RECORDS FOR THIS TASK:
===============
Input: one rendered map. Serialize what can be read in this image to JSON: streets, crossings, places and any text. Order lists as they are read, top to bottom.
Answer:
===============
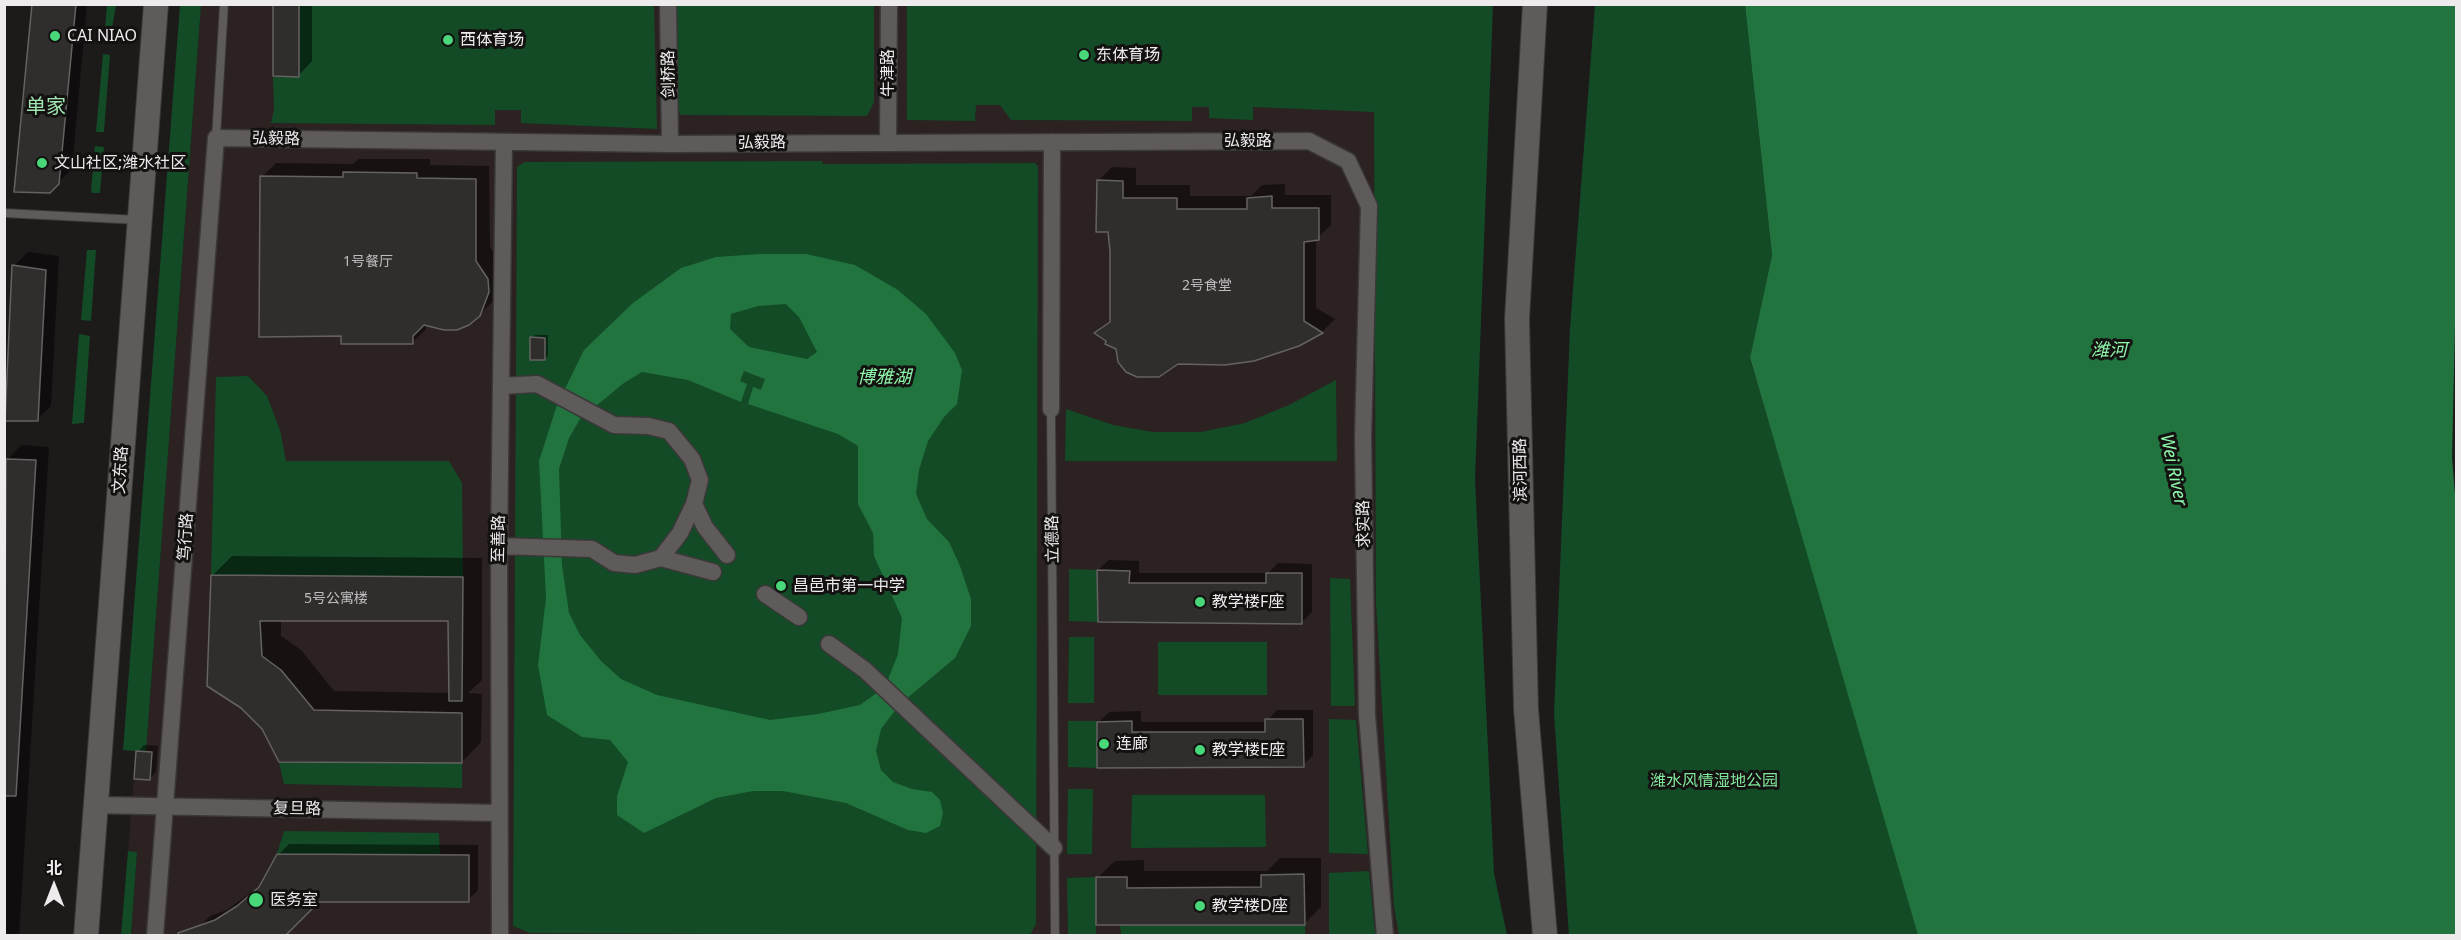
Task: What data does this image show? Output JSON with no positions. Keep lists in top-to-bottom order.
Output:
===============
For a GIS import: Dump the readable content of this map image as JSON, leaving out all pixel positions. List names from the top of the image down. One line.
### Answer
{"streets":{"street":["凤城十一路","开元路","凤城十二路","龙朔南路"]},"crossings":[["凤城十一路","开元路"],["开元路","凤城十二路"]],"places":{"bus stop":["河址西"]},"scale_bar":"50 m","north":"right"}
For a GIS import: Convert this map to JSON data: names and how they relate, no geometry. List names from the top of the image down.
===============
TO DO: Look for the word "from" in the listing above, and copy every line where you find it.

WRITTEN RESPONSE:
For a GIS import: Dump the readable content of this map image as JSON, leaving out all pixel positions. List names from the top of the image down. One line.
For a GIS import: Convert this map to JSON data: names and how they relate, no geometry. List names from the top of the image down.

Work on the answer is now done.